脚を痛めて闊歩と歩けば雌の色気に阿炎狂乱成り:弐


それらしい店作りの奥から2番目の席で何やら書類をにらめっこしている漢は
人の目を良く引いていた。悪目立ちすると言えば分かりやすいだろう。
少し茶色の上に毛の毛は地毛の色なのだろうか?
4人掛けの席を一人で占領する彼の腰横に置かれた鞄はどこかのブランドぽいのかもしれない。
全体的に細身で薄弱な雰囲気を醸し出している姿でもあるが何より目を引くのは一本の杖だろう。
鐵作りの杖となればいわゆる健康な体ではないのだろう。
難しく言うなら健常者と対になる非健常者と言うことに成る。
それでも一般的に知られる言葉でもない。
傍らに杖を携えるとなれば思いつくのは目の疾病にも思えるが書類を睨んでいるならそれはない。
それと成れば他の場所に疾病を抱えていると想像もつく。

その店は最近、巷でもそれなりに通う言う輩も多い相席屋。
周りにも明るくも楽しげな店内の中で一人に黙々と書類と格闘してる漢。
そもそも相席屋という場所は漢と女の出会いの場所である。
昔がてらの言葉で言えば出合茶屋とでも言うのだろう。
流れ的に言えば客を呼ぶのが店であるし儲けを企むとなれば工夫もいる。
客集めの方法として女性は最初の1品と飲み物はただである。
それ以降は女性を聞き入り同席した男性がそれ以降の会計を払う。
女性は美味しい物を同席した男性共がすべてはらってくれるから機嫌も良くなる。
男性共は彼女達の機嫌を取るために高い食べ物と酒を貢ぐ。
女性達も機嫌が良く成りその気に成れば後は互いの気持ち次第と成る。
そんな店で鐵杖を友として一人に相席屋の席を占領してるとなれば尚更に悪目立ちしてる。

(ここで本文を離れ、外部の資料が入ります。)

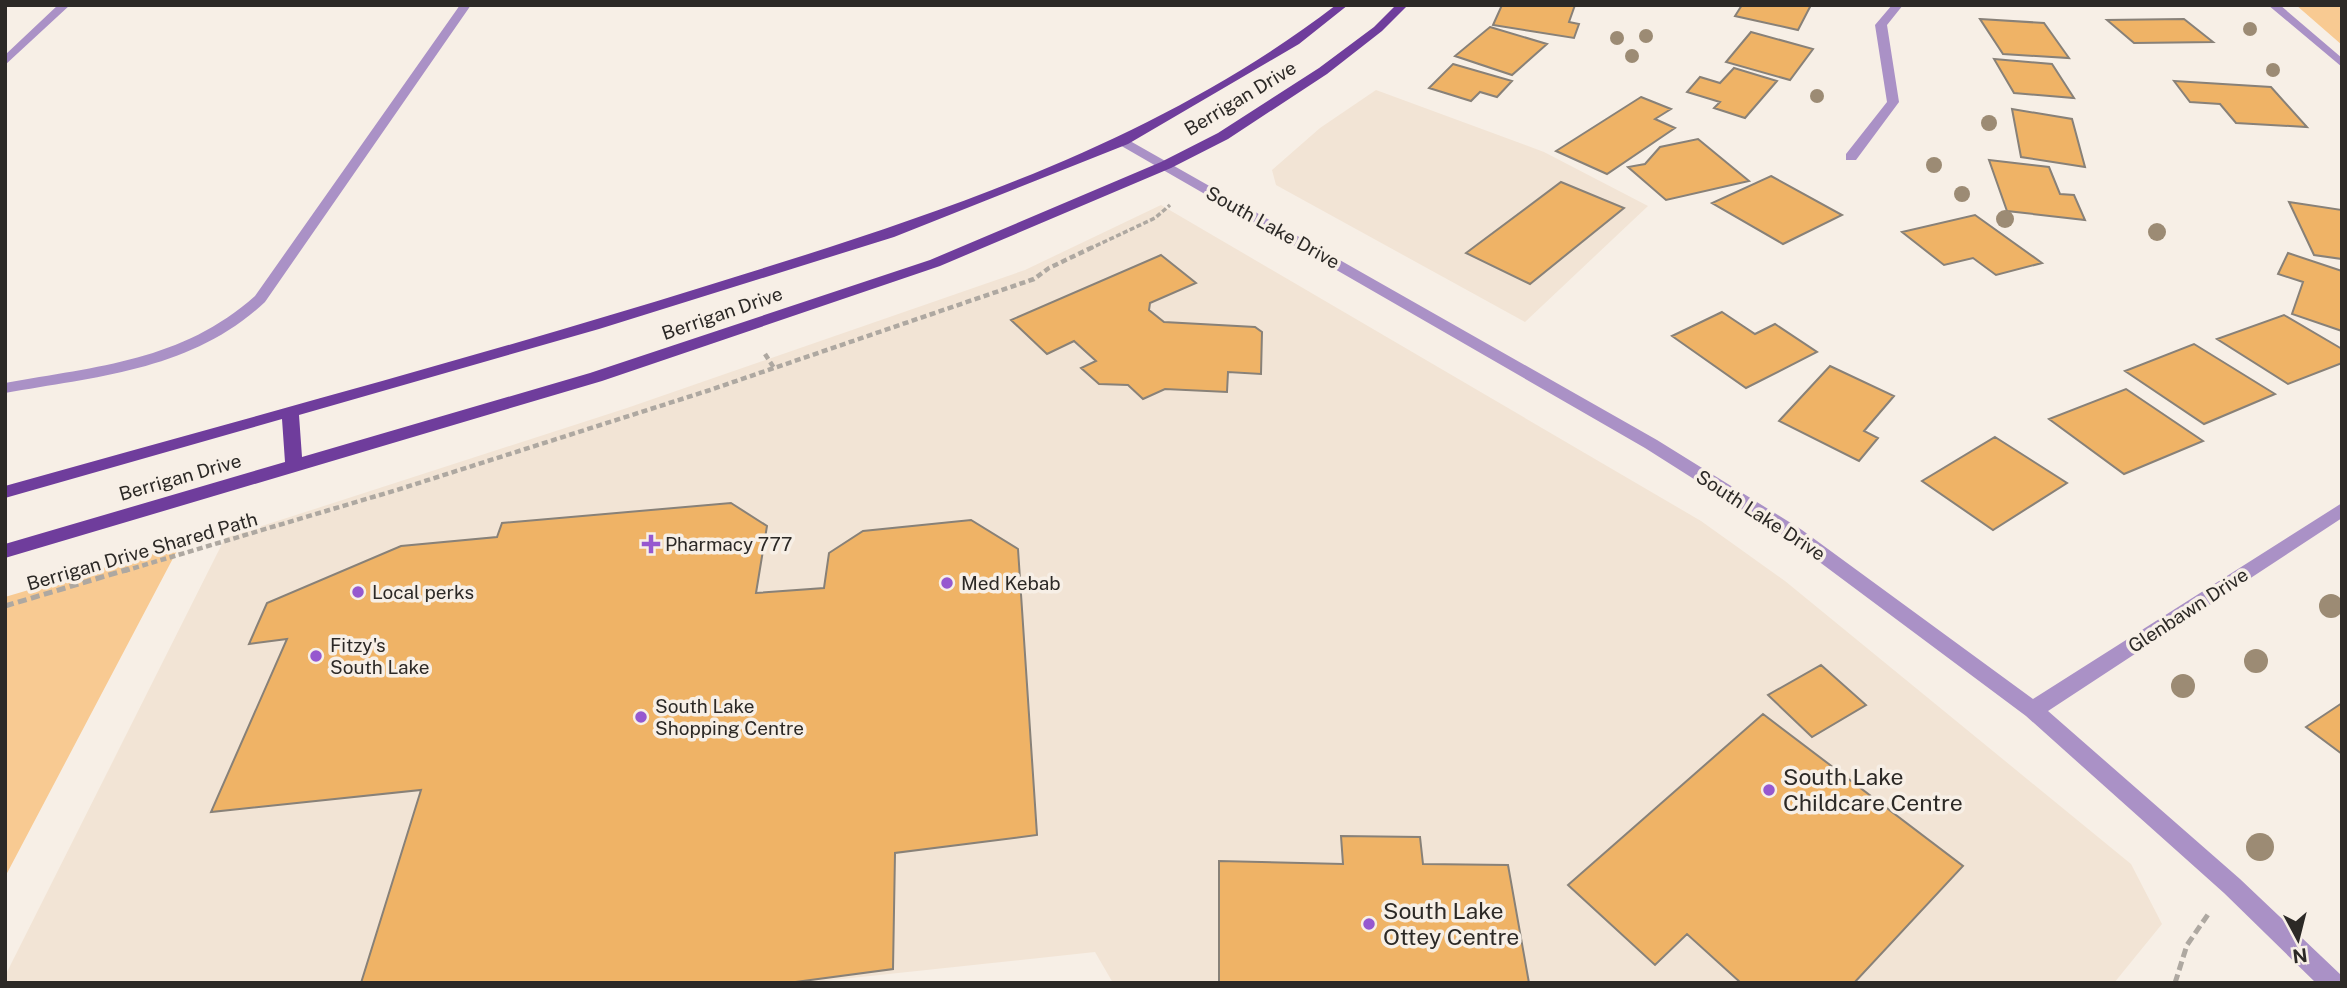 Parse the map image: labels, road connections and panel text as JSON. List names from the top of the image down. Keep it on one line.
{"streets":{"main road":["Berrigan Drive"],"street":["South Lake Drive","Glenbawn Drive"],"path":["Berrigan Drive Shared Path"]},"crossings":[["Berrigan Drive","South Lake Drive"],["South Lake Drive","Glenbawn Drive"]],"places":{"health":["Pharmacy 777"],"other":["Med Kebab","Local perks","Fitzy's South Lake","South Lake Shopping Centre","South Lake Childcare Centre","South Lake Ottey Centre"]},"north":"bottom"}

少々に癖けのある茶色い髪を細い指で掻き上げる仕草が何処か憂いでもある。
「それ・・・おかわりしたら良いんじゃんない?好きなんでしょ?」
いきなりにも声を掛けられ斎玉子五郎ははっとして顔を上げた。
「えっ・・・・」
全くに予想してなかったのだろう。
割りと長い時間に会社に提出するべき労災関係の種類を睨んでいたのに
頭の高い位置から声を掛けられ驚く。
「前にも来てたでしょ?先週くらいにさ
その時も頼んでいたよね。崩したこ焼きクリームのチーズケーキ」
緩くウェーブが掛かる前髪を揺らすが其の項は今流行りの刈り上げにしてる
優しげに五郎を見つめる漢の顔は童顔でありまだ若い。
「まだ食べられるでしょ?ボクが奢って上げるよ。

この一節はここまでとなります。